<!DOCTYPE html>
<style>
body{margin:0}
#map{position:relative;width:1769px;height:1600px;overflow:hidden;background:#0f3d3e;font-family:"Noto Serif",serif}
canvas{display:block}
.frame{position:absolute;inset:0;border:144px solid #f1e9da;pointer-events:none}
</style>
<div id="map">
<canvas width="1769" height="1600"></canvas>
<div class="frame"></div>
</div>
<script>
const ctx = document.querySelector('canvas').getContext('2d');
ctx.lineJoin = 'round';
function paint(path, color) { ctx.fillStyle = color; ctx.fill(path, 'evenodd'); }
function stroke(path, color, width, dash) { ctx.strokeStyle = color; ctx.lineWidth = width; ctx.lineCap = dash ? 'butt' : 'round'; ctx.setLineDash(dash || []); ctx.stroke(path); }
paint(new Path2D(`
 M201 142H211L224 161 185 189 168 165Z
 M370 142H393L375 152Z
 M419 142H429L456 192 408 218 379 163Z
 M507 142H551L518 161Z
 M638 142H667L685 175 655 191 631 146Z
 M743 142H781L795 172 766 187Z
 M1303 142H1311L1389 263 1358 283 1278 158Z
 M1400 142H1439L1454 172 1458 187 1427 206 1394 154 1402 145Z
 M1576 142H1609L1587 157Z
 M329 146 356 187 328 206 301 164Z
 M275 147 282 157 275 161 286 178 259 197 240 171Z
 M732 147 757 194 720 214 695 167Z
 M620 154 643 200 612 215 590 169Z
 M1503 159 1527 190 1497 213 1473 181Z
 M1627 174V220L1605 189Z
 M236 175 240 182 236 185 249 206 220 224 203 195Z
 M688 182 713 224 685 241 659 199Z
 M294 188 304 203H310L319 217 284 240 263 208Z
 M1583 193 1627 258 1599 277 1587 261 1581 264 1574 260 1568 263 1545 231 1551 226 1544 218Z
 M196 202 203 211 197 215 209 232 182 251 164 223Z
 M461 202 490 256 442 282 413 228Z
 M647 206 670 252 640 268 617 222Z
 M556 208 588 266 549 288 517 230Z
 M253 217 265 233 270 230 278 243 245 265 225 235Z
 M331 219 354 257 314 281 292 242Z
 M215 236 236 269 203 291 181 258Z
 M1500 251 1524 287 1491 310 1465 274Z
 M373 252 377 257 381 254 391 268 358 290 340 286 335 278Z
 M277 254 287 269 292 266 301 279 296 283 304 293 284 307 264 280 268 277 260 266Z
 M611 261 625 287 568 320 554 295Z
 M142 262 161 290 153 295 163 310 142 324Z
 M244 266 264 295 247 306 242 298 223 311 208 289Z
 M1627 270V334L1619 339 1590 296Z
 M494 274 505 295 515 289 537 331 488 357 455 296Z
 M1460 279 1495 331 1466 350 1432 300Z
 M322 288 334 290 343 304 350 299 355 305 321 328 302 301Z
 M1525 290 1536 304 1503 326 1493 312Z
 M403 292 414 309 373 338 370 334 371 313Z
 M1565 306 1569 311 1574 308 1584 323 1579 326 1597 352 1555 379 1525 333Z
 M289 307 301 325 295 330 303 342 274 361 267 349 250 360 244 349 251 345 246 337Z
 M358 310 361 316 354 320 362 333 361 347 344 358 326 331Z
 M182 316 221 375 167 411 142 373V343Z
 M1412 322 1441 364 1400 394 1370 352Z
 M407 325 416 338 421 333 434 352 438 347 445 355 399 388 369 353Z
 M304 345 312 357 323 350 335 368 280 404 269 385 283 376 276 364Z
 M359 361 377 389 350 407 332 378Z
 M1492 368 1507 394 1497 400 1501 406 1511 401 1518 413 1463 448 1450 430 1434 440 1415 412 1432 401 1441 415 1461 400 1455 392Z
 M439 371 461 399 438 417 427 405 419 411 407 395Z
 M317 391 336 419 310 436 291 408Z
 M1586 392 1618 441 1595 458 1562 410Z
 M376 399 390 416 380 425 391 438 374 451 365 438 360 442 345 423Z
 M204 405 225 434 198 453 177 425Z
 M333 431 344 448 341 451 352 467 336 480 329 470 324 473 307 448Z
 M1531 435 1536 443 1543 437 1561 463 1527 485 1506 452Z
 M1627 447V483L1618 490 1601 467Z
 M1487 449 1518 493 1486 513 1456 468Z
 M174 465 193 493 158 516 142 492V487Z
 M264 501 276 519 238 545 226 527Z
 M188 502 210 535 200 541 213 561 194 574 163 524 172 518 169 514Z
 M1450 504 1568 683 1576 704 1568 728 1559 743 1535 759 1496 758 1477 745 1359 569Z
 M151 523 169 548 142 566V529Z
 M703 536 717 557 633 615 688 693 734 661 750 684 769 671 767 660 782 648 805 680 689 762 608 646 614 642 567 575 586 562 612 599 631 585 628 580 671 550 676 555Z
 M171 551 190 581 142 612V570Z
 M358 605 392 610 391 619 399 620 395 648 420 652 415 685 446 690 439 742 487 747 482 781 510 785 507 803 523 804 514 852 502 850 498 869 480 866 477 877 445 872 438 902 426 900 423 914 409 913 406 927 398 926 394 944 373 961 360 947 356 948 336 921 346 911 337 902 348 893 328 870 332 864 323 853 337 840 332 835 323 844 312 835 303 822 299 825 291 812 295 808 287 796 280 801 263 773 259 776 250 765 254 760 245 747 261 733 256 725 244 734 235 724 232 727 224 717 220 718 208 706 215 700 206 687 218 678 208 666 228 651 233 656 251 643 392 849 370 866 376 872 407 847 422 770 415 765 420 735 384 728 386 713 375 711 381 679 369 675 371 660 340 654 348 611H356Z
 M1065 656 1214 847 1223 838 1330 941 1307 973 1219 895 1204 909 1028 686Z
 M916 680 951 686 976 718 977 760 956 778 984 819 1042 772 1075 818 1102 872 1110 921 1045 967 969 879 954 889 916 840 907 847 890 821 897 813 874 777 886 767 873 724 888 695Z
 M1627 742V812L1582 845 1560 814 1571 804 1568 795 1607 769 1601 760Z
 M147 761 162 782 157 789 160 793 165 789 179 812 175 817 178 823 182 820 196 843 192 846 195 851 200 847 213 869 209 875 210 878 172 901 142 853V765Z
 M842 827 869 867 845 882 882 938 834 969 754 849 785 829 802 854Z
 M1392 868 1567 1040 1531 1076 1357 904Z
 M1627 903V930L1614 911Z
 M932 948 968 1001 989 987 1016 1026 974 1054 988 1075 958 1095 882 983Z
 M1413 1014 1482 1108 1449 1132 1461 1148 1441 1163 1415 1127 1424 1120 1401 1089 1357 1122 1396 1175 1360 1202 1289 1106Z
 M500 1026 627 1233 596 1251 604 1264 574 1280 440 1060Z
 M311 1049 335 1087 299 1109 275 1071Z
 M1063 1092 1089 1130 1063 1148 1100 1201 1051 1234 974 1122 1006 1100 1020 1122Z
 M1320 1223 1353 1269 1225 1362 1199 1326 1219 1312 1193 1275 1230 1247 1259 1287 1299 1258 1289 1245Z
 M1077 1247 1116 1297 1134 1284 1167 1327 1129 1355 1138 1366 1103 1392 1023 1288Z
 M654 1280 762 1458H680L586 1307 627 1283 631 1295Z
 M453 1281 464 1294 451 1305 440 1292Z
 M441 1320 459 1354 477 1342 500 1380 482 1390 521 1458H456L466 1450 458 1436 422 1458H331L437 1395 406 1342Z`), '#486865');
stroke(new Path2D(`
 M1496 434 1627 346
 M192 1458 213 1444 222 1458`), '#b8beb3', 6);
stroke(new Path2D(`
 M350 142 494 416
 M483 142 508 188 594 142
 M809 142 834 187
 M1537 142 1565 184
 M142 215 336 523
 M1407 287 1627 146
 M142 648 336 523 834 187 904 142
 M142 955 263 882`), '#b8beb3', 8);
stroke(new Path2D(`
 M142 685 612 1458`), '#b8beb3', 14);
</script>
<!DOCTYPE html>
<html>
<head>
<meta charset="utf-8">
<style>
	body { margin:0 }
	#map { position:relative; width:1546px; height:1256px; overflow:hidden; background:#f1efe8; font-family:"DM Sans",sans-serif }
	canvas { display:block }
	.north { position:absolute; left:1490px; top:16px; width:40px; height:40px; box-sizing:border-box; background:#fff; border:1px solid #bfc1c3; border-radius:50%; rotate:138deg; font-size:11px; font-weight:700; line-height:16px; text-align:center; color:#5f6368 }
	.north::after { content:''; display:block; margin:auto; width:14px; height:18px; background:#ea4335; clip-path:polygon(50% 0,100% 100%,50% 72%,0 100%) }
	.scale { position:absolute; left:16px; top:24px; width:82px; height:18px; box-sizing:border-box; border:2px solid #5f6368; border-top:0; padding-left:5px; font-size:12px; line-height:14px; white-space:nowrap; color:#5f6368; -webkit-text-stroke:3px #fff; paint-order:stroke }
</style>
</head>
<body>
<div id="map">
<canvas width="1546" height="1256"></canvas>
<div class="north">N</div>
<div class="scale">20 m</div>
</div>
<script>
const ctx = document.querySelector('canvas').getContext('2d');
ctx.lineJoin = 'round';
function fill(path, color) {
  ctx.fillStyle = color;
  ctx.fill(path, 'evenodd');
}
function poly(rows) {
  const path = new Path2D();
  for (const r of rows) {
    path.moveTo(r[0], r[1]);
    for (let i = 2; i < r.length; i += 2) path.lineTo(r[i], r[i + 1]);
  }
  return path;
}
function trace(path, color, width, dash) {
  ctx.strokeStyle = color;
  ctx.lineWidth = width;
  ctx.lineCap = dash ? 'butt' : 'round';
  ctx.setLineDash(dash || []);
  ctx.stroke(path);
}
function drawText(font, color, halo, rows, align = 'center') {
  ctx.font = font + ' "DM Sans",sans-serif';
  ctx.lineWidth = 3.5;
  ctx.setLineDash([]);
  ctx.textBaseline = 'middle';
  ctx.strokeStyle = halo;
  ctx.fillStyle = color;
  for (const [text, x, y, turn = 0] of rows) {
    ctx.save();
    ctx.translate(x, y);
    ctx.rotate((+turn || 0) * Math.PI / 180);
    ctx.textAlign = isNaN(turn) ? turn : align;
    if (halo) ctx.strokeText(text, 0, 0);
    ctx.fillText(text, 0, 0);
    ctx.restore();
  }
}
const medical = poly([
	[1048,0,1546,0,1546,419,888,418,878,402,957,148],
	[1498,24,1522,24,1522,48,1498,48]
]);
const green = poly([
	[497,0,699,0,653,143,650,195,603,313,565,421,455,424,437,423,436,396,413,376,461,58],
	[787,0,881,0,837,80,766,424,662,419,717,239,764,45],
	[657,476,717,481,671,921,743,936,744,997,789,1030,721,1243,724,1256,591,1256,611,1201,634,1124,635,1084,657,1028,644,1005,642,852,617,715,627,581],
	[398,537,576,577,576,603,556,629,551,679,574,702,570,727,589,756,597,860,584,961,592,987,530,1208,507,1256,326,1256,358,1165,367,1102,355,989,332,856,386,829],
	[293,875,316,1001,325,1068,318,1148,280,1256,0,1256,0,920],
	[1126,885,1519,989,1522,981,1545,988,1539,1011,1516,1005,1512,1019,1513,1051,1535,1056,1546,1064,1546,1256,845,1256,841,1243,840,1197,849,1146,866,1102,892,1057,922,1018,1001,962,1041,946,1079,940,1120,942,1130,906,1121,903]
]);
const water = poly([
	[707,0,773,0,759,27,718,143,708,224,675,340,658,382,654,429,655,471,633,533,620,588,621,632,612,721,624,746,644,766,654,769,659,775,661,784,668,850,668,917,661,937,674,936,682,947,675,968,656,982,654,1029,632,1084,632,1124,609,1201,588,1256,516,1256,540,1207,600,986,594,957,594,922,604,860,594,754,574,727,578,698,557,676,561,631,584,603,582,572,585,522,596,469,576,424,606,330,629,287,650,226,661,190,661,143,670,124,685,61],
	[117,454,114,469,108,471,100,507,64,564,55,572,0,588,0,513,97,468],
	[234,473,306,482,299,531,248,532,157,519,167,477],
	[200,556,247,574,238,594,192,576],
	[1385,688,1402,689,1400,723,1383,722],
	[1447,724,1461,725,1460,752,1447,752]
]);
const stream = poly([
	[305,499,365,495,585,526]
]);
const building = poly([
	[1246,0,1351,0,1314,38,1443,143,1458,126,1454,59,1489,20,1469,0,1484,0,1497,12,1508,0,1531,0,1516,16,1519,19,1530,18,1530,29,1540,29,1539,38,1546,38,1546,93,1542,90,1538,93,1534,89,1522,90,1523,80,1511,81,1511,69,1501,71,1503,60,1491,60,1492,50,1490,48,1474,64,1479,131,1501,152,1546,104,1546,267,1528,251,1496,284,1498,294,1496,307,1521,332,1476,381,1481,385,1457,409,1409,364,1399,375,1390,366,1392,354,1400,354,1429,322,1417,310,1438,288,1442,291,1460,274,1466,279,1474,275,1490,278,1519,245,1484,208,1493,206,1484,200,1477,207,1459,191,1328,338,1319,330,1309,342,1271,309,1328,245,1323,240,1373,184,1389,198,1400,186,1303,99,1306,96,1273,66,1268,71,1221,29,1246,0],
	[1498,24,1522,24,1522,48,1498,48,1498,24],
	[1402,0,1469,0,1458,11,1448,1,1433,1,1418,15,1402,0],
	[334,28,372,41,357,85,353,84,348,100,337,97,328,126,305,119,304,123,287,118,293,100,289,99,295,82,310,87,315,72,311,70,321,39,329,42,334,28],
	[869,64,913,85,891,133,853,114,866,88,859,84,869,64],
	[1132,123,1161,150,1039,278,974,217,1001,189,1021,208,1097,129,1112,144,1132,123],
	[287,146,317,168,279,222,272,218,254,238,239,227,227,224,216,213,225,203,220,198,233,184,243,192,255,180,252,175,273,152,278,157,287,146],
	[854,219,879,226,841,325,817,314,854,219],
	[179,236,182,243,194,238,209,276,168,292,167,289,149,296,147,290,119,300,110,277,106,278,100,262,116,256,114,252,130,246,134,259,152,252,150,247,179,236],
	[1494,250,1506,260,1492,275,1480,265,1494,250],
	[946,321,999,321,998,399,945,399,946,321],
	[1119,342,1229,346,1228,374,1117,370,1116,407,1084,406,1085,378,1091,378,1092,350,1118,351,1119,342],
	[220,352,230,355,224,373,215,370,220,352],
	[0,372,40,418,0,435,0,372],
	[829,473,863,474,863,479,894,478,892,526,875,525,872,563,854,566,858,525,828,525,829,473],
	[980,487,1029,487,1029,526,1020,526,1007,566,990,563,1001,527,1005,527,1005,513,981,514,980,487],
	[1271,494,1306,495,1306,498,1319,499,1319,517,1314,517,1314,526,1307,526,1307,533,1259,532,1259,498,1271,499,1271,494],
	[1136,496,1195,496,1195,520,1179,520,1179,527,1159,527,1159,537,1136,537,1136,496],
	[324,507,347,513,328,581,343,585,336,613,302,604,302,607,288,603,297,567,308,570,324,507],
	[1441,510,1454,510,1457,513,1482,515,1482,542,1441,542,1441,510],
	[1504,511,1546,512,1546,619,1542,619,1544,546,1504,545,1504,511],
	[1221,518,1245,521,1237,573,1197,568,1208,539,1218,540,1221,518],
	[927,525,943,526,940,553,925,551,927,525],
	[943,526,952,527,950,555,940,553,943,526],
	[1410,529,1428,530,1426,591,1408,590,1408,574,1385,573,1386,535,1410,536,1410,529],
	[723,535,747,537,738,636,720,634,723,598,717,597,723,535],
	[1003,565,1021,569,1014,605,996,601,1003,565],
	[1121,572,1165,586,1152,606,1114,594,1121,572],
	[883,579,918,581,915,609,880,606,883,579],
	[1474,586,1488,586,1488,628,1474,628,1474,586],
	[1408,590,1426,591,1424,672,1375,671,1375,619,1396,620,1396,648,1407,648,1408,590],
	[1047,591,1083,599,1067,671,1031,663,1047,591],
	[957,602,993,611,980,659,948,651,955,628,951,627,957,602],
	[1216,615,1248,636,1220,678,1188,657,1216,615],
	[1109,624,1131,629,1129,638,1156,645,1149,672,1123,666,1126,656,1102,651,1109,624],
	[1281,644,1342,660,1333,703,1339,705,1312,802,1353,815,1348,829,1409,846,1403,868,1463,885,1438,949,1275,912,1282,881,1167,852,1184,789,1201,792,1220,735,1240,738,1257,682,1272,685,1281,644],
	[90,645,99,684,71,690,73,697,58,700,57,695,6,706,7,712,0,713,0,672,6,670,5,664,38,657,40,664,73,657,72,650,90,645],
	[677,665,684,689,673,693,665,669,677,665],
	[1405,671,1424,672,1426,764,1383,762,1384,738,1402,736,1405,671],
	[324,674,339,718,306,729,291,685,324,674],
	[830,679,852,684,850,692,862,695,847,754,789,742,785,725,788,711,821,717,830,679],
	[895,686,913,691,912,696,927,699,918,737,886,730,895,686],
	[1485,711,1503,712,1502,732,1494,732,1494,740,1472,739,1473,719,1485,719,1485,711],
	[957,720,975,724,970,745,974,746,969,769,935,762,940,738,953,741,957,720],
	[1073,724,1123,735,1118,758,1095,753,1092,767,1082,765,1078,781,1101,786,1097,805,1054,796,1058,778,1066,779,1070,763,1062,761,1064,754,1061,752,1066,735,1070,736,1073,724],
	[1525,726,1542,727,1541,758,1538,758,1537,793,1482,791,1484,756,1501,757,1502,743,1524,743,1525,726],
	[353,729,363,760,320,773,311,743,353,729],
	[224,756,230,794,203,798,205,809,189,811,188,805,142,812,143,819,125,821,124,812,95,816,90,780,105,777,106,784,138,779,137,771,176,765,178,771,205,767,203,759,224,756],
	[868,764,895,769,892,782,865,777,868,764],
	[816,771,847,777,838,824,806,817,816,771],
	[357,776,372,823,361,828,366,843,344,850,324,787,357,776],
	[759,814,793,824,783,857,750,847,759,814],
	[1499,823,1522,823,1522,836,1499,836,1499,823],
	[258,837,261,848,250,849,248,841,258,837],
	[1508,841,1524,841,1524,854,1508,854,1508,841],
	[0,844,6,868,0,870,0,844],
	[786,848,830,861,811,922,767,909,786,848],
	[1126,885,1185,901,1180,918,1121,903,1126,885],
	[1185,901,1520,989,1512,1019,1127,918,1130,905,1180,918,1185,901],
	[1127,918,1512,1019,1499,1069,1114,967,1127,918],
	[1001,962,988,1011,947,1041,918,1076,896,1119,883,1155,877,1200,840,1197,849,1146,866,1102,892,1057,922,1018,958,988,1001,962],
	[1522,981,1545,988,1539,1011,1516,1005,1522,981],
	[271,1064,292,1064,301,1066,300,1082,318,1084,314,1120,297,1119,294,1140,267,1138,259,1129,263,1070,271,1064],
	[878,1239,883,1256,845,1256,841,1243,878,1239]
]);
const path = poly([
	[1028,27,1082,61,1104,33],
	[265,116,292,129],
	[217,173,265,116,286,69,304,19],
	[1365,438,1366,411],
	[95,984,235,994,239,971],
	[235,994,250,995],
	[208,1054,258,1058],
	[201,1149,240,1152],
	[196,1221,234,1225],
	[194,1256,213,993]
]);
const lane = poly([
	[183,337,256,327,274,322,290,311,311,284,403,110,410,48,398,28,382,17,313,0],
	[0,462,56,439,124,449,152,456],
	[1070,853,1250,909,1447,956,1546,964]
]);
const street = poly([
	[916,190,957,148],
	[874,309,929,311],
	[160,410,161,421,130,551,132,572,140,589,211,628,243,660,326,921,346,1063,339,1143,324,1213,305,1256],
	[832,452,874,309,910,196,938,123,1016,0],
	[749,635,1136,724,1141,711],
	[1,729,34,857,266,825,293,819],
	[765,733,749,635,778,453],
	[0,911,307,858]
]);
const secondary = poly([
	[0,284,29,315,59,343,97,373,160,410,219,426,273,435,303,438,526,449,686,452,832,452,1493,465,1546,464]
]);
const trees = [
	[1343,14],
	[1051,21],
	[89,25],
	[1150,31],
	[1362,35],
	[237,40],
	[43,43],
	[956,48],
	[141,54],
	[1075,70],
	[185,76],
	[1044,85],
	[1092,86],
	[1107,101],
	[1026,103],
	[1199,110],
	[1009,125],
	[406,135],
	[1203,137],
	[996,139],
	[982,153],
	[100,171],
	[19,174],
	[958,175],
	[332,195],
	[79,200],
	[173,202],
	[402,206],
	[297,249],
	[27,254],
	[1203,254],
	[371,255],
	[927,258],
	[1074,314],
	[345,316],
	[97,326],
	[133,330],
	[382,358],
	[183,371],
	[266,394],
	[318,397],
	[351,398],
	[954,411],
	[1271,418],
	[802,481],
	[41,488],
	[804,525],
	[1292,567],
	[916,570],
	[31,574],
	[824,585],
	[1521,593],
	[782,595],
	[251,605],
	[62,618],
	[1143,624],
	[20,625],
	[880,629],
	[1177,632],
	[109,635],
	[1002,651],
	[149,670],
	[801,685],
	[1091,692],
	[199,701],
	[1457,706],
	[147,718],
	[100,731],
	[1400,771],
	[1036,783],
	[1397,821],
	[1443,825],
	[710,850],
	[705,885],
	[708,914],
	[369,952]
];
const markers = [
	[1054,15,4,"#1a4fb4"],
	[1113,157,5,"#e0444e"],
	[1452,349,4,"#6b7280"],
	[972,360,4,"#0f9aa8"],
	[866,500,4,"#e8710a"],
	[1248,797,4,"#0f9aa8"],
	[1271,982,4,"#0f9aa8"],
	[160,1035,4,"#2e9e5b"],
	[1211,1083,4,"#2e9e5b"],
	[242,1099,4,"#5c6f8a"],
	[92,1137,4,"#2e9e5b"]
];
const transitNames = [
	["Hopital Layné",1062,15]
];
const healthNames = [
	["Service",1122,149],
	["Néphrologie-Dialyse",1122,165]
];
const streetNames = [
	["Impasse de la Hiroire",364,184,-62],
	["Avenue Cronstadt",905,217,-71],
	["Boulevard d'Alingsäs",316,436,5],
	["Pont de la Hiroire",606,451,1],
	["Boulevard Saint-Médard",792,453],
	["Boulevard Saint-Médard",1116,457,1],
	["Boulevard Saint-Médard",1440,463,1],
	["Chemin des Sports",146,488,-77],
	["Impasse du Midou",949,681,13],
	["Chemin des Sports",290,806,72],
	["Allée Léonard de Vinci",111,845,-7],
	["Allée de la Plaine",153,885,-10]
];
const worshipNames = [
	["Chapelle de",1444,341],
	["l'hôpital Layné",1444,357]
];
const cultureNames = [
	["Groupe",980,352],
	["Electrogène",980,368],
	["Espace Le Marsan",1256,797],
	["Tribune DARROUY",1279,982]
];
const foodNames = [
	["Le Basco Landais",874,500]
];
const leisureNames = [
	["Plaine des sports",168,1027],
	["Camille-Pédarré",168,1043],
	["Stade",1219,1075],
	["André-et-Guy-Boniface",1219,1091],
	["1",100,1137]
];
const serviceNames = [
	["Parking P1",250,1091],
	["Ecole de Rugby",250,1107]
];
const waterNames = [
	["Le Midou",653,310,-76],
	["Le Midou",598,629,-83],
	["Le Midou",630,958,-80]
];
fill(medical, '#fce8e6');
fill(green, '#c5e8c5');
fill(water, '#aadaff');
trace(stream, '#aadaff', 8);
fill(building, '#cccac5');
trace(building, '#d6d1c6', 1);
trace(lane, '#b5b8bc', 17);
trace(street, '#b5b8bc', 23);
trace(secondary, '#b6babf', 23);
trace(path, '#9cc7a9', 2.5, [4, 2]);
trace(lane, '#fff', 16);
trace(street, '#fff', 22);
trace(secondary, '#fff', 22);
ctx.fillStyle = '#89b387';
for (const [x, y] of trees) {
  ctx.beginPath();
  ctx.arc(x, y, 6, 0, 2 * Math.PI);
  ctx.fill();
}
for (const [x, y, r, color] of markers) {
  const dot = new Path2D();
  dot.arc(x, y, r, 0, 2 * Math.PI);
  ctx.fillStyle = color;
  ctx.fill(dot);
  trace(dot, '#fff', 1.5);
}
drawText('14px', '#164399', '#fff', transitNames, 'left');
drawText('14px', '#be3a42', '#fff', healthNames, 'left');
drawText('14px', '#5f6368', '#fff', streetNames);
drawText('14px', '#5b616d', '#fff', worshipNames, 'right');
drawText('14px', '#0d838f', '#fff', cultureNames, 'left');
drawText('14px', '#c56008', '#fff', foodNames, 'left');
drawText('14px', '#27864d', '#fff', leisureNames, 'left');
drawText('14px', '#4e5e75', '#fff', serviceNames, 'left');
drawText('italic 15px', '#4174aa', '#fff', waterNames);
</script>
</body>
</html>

+===+

Task item:
Only a number is wanted: how many lines of the material include the word "rotate".

Solution to this task:
2